DATA PROVIDED: Begin

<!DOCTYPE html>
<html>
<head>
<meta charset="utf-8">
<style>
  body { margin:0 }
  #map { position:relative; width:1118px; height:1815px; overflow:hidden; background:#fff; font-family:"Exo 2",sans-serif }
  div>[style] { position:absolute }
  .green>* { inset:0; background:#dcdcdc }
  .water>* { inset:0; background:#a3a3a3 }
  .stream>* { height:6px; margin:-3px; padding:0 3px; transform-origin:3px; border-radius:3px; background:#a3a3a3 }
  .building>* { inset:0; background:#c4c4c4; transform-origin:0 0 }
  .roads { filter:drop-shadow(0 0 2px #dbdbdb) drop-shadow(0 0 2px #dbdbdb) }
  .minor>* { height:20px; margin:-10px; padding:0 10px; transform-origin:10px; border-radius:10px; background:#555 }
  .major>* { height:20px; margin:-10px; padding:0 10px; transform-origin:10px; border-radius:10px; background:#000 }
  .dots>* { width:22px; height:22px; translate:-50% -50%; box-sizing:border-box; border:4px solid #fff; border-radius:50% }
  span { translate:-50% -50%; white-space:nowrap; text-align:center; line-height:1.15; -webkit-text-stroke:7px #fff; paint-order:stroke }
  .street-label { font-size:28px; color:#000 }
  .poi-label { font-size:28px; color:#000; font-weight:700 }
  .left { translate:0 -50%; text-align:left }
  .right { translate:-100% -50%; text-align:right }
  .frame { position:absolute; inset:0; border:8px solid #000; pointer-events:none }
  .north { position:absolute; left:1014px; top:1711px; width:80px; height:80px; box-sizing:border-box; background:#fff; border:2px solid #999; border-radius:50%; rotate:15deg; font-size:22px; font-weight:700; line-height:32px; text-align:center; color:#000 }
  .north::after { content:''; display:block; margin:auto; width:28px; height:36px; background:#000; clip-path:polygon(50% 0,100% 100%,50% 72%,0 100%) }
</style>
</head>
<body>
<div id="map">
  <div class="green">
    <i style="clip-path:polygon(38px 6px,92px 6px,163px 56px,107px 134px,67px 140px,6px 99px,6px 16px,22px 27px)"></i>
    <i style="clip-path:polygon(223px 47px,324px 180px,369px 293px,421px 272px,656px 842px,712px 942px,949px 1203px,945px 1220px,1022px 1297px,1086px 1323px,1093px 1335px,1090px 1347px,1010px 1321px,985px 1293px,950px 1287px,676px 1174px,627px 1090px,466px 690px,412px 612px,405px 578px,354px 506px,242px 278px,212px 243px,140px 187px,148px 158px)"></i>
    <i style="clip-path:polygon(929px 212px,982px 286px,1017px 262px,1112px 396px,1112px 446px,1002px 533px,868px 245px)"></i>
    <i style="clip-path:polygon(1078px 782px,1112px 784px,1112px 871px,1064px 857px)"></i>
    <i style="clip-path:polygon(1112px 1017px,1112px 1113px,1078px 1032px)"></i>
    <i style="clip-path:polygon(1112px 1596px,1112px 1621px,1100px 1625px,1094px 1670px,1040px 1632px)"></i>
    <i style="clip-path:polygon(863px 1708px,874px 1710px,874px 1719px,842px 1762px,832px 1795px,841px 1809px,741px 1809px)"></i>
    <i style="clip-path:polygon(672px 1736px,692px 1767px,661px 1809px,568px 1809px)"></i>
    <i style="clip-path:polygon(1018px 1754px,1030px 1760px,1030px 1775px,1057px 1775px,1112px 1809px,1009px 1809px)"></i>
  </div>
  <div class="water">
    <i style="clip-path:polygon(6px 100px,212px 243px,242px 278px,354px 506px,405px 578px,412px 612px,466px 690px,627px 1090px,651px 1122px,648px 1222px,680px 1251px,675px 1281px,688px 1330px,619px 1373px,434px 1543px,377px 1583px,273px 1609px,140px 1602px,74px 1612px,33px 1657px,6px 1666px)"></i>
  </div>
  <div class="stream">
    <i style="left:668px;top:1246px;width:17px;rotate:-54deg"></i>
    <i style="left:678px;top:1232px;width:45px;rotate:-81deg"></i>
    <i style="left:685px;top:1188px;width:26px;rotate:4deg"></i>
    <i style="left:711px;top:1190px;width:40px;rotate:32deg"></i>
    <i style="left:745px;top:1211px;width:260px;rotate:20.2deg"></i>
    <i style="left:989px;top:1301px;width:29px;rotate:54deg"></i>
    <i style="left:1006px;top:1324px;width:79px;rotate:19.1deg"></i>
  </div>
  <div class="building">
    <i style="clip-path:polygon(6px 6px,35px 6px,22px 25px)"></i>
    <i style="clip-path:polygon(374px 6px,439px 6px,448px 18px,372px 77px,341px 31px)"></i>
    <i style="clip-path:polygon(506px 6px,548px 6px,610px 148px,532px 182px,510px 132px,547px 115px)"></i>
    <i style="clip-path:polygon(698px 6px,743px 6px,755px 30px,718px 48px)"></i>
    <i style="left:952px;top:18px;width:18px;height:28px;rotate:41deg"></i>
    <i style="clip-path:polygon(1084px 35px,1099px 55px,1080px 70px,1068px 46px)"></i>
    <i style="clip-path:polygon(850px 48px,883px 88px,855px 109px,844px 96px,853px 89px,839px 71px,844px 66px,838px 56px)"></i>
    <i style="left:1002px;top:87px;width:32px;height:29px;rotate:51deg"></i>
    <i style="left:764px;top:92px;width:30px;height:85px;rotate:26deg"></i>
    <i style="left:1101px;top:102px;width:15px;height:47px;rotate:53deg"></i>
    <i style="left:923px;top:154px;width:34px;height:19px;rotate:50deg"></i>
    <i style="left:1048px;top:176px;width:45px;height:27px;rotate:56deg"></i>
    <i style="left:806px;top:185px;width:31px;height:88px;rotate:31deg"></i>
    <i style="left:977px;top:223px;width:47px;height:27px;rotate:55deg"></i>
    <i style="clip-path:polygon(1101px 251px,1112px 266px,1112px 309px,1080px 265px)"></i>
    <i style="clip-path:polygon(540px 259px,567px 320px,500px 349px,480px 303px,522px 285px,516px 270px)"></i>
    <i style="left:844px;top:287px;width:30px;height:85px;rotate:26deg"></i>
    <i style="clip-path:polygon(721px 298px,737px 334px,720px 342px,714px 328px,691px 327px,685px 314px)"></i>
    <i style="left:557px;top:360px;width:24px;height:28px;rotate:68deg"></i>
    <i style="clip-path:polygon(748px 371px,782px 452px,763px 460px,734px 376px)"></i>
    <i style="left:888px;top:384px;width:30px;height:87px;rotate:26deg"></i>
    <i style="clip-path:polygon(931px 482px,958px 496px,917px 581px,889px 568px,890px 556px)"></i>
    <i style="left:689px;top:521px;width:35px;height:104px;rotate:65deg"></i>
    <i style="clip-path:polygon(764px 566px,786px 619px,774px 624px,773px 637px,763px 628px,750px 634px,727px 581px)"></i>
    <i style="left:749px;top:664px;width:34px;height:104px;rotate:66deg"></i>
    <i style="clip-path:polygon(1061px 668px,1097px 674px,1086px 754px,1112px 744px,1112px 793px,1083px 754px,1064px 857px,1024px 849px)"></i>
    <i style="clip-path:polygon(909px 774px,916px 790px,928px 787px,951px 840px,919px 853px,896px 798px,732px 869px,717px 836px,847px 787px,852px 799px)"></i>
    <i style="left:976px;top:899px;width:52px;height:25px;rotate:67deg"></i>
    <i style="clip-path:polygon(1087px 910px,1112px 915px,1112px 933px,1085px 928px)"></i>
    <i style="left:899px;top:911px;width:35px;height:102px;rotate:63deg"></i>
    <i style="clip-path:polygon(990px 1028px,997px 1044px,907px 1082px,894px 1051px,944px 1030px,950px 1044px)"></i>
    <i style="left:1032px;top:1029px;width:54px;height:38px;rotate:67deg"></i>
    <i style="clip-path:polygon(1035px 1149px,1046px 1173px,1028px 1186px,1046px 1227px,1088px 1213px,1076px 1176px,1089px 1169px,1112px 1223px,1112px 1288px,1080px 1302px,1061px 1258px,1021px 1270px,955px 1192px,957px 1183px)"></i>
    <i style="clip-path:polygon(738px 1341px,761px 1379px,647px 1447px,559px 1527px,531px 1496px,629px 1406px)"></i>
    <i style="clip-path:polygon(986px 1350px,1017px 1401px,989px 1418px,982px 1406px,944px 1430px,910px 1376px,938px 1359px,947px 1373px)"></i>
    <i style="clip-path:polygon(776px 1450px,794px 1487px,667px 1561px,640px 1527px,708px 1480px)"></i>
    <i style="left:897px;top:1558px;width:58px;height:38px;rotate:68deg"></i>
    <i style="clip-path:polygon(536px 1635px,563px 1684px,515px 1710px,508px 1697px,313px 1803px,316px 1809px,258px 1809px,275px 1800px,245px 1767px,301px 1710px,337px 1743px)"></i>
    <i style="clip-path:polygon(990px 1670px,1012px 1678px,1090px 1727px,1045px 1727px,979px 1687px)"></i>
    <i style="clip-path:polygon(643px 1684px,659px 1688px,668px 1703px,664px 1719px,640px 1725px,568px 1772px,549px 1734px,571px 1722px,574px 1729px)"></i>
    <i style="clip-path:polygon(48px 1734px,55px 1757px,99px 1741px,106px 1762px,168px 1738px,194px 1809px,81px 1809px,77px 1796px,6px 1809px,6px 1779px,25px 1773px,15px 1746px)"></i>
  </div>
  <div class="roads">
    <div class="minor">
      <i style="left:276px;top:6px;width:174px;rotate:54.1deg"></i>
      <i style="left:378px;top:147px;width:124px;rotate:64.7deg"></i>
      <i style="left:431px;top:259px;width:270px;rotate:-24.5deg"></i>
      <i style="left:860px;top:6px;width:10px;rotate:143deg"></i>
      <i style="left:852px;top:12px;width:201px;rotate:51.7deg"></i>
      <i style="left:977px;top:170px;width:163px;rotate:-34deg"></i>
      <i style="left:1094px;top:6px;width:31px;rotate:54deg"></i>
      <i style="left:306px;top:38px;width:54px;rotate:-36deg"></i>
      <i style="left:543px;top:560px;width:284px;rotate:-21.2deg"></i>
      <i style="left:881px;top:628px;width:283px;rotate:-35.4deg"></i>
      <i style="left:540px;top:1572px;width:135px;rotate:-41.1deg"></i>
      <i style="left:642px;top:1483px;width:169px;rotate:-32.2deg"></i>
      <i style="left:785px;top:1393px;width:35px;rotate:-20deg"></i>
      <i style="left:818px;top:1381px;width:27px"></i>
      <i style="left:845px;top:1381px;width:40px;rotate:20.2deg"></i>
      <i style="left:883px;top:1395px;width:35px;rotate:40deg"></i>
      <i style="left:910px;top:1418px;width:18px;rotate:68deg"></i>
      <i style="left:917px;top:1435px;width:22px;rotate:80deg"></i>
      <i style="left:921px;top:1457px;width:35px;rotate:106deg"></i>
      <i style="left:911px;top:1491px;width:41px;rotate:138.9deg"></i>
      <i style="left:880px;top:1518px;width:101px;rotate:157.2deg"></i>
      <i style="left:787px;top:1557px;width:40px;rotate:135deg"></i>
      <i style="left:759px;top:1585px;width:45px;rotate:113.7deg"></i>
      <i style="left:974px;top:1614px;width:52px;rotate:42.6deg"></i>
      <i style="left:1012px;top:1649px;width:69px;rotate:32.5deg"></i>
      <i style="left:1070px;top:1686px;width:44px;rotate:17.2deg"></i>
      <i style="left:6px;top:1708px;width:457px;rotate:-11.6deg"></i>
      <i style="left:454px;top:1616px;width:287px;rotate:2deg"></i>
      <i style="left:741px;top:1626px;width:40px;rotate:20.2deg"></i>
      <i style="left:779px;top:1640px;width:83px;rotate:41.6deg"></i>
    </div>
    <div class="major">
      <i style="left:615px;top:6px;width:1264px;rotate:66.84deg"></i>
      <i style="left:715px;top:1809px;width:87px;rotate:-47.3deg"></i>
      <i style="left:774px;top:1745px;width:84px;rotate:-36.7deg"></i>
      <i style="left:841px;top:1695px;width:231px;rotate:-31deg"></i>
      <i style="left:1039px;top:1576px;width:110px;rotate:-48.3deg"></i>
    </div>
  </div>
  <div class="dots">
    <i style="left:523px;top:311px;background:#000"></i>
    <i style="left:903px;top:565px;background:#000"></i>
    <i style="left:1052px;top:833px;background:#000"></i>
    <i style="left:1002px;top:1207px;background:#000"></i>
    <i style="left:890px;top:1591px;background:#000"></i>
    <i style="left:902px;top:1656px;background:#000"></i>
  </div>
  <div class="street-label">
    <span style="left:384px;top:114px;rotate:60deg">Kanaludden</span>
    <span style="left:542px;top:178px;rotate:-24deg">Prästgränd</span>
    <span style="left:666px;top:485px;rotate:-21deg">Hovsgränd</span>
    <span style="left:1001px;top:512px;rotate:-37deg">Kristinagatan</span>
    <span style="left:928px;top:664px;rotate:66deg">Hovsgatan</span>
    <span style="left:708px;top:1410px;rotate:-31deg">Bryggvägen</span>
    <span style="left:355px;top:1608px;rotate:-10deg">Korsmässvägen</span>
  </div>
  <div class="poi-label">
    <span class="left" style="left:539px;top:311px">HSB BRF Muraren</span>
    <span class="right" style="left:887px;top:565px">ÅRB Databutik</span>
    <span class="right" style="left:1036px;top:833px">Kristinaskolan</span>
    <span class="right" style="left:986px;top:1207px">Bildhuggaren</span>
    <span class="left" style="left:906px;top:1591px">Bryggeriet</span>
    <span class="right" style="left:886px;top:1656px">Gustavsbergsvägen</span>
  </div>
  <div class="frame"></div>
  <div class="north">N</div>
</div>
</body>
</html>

DATA PROVIDED: End

TASK TO CARRY OUT:
I'd like the number of lines above that contain the word "stream", and nothing besides that number.

RESPONSE:
2